→ Task statement
Copy out the records below exactly as they appear.

→ Stored data

◆ ◆ ◆ ◆ ◆ ◆ ◆

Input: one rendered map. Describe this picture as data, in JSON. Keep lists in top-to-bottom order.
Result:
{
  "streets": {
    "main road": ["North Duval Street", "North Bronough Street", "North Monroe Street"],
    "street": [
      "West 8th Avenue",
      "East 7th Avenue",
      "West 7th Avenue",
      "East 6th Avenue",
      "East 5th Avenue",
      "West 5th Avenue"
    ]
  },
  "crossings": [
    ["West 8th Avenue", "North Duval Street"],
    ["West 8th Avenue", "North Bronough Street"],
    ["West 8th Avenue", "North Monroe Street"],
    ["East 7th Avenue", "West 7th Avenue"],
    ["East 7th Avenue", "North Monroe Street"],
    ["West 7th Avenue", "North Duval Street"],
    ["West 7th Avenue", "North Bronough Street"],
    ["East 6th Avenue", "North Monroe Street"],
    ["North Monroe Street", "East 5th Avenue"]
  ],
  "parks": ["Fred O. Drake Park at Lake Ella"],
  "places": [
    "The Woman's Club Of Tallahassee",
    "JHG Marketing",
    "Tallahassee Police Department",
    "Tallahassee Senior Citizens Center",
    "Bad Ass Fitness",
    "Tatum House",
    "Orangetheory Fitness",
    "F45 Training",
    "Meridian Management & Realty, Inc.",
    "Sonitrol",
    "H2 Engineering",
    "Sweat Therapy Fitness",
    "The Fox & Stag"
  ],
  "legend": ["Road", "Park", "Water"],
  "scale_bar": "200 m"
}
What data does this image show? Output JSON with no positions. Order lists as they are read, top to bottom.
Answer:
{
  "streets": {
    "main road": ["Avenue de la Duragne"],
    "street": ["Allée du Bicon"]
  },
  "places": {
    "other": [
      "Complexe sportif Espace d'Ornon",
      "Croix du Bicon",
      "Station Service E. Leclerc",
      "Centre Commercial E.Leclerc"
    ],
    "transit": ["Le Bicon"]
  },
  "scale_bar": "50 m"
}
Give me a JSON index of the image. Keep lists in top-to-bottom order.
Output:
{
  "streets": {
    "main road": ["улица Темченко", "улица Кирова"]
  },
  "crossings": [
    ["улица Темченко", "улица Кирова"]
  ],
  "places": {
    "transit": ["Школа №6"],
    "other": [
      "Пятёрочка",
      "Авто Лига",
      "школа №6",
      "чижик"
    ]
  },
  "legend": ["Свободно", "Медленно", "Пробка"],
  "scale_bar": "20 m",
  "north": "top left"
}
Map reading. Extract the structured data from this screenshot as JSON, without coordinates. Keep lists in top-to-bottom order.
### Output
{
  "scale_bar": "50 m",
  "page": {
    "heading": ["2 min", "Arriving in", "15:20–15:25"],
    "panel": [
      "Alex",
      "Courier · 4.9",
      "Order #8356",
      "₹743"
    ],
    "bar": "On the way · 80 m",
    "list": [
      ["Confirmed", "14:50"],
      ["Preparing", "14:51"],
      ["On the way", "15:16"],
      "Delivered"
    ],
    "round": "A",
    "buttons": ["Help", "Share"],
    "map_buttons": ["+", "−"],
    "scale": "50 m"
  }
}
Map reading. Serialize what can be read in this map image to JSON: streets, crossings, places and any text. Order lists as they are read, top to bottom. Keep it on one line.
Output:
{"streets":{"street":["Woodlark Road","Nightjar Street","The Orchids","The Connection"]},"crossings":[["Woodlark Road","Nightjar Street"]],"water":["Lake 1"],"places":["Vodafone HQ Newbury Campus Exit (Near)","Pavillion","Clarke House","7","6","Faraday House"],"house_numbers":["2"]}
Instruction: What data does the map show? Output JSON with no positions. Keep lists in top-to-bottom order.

◆ ◆ ◆ ◆ ◆ ◆ ◆

→ Solution to the problem
Input: one rendered map. Describe this picture as data, in JSON. Keep lists in top-to-bottom order.
Result:
{
  "streets": {
    "main road": ["North Duval Street", "North Bronough Street", "North Monroe Street"],
    "street": [
      "West 8th Avenue",
      "East 7th Avenue",
      "West 7th Avenue",
      "East 6th Avenue",
      "East 5th Avenue",
      "West 5th Avenue"
    ]
  },
  "crossings": [
    ["West 8th Avenue", "North Duval Street"],
    ["West 8th Avenue", "North Bronough Street"],
    ["West 8th Avenue", "North Monroe Street"],
    ["East 7th Avenue", "West 7th Avenue"],
    ["East 7th Avenue", "North Monroe Street"],
    ["West 7th Avenue", "North Duval Street"],
    ["West 7th Avenue", "North Bronough Street"],
    ["East 6th Avenue", "North Monroe Street"],
    ["North Monroe Street", "East 5th Avenue"]
  ],
  "parks": ["Fred O. Drake Park at Lake Ella"],
  "places": [
    "The Woman's Club Of Tallahassee",
    "JHG Marketing",
    "Tallahassee Police Department",
    "Tallahassee Senior Citizens Center",
    "Bad Ass Fitness",
    "Tatum House",
    "Orangetheory Fitness",
    "F45 Training",
    "Meridian Management & Realty, Inc.",
    "Sonitrol",
    "H2 Engineering",
    "Sweat Therapy Fitness",
    "The Fox & Stag"
  ],
  "legend": ["Road", "Park", "Water"],
  "scale_bar": "200 m"
}
What data does this image show? Output JSON with no positions. Order lists as they are read, top to bottom.
Answer:
{
  "streets": {
    "main road": ["Avenue de la Duragne"],
    "street": ["Allée du Bicon"]
  },
  "places": {
    "other": [
      "Complexe sportif Espace d'Ornon",
      "Croix du Bicon",
      "Station Service E. Leclerc",
      "Centre Commercial E.Leclerc"
    ],
    "transit": ["Le Bicon"]
  },
  "scale_bar": "50 m"
}
Give me a JSON index of the image. Keep lists in top-to-bottom order.
Output:
{
  "streets": {
    "main road": ["улица Темченко", "улица Кирова"]
  },
  "crossings": [
    ["улица Темченко", "улица Кирова"]
  ],
  "places": {
    "transit": ["Школа №6"],
    "other": [
      "Пятёрочка",
      "Авто Лига",
      "школа №6",
      "чижик"
    ]
  },
  "legend": ["Свободно", "Медленно", "Пробка"],
  "scale_bar": "20 m",
  "north": "top left"
}
Map reading. Extract the structured data from this screenshot as JSON, without coordinates. Keep lists in top-to-bottom order.
### Output
{
  "scale_bar": "50 m",
  "page": {
    "heading": ["2 min", "Arriving in", "15:20–15:25"],
    "panel": [
      "Alex",
      "Courier · 4.9",
      "Order #8356",
      "₹743"
    ],
    "bar": "On the way · 80 m",
    "list": [
      ["Confirmed", "14:50"],
      ["Preparing", "14:51"],
      ["On the way", "15:16"],
      "Delivered"
    ],
    "round": "A",
    "buttons": ["Help", "Share"],
    "map_buttons": ["+", "−"],
    "scale": "50 m"
  }
}
Map reading. Serialize what can be read in this map image to JSON: streets, crossings, places and any text. Order lists as they are read, top to bottom. Keep it on one line.
Output:
{"streets":{"street":["Woodlark Road","Nightjar Street","The Orchids","The Connection"]},"crossings":[["Woodlark Road","Nightjar Street"]],"water":["Lake 1"],"places":["Vodafone HQ Newbury Campus Exit (Near)","Pavillion","Clarke House","7","6","Faraday House"],"house_numbers":["2"]}
Instruction: What data does the map show? Output JSON with no positions. Keep lists in top-to-bottom order.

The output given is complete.